Senators offer plan to cover reservists' healthcare costs
An unlikely alliance including Senate Minority Leader Tom Daschle, D-S.D., and Sens. Lindsey Graham, R-S.C., Hillary Rodham Clinton, D-N.Y., and Patrick Leahy, D-Vt., Tuesday announced a joint effort to come up with a way to better provide health coverage to members of the military reserves and the National Guard and their families.
"This is an issue every one of us hears about every week at home," said Clinton of National Guard members and reservists who either lack insurance in their everyday lives, or lose their family's coverage when they are called up. "This is a bipartisan coalition you may never see again, so enjoy it," cracked Graham, who was himself called to active duty during the first Persian Gulf War.
Daschle Monday night offered a version of the proposal as an amendment to the fiscal 2004 Defense authorization bill. It would make all members of the Guard and Army Reserve and their families eligible for TRICARE, the military's health insurance program, with the federal government paying the same share it pays for workers in the Federal Employee Health Benefits Plan.
It would also help pay to keep private coverage for families when the head of the family is mobilized. The Senate Tuesday afternoon approved, 85-10, a compromise version of the measure Daschle said merged his plan with Graham's proposal. Graham's original plan would have funneled more families into TRICARE, at a lower cost for the families, but a higher one for the government.

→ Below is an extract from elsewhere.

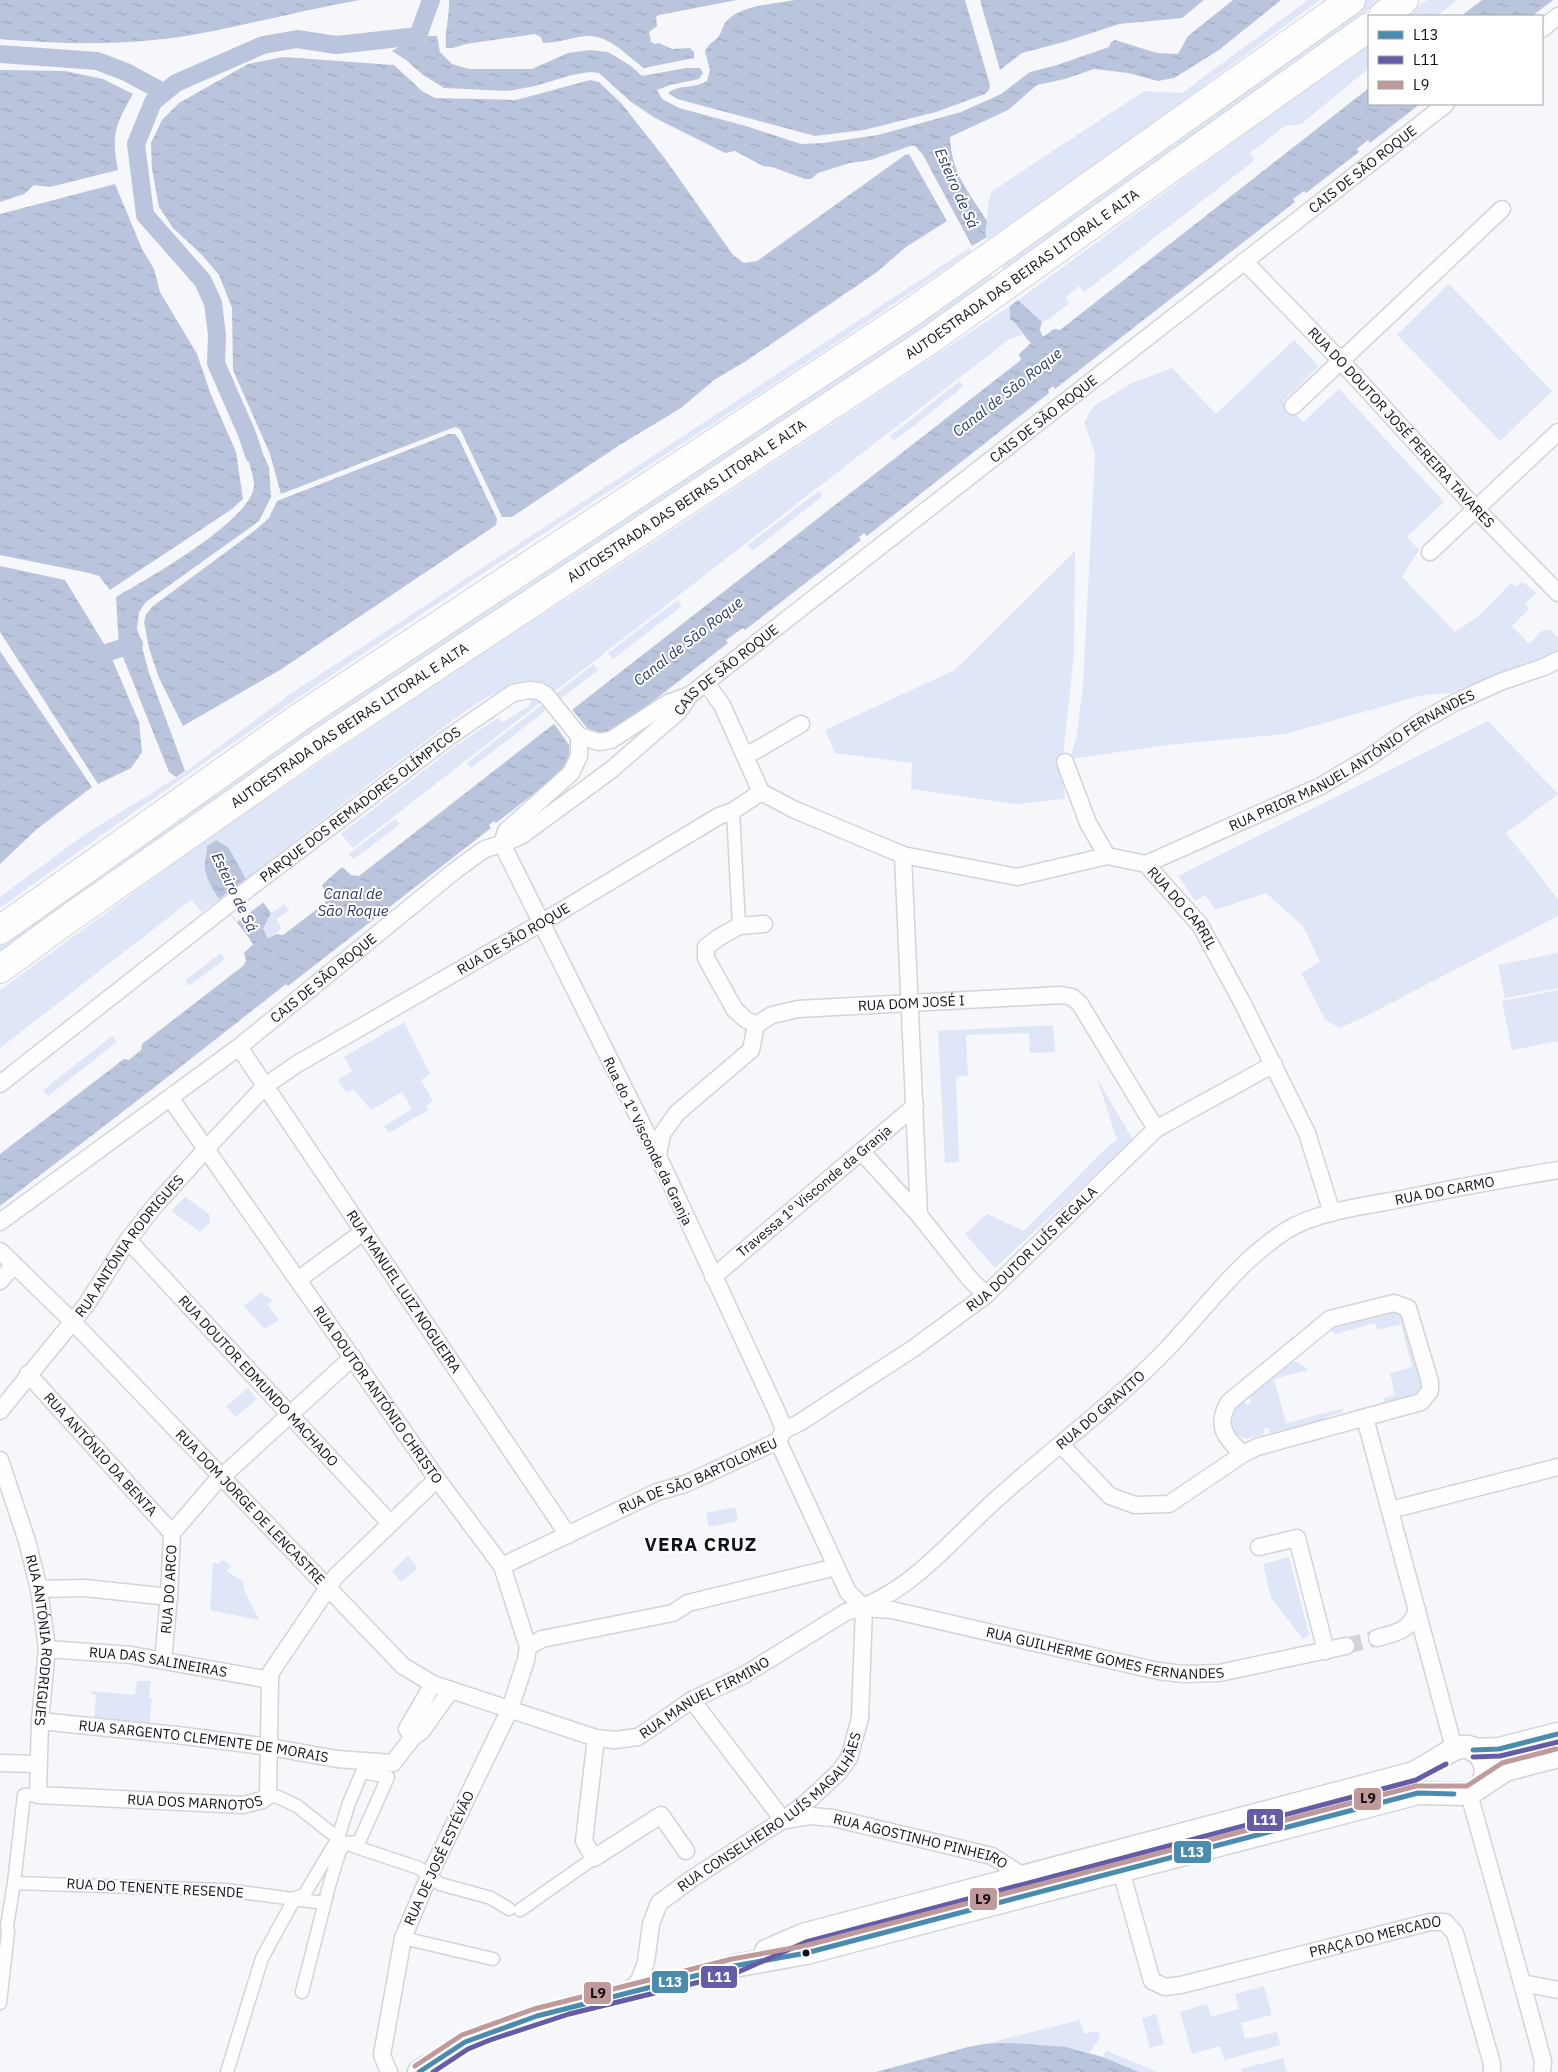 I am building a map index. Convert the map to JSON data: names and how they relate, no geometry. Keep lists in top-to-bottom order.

The agreement used Graham's more generous government contribution, but kept Daschle's provision allowing a subsidy for families that elect to keep their private coverage. "Not only will it make health care more affordable for Reserve and Guard members and their families, but it will help recruitment efforts and reduce the chance that a Guard or Reserve unit could not deploy because too many of its members had health problems," Daschle said.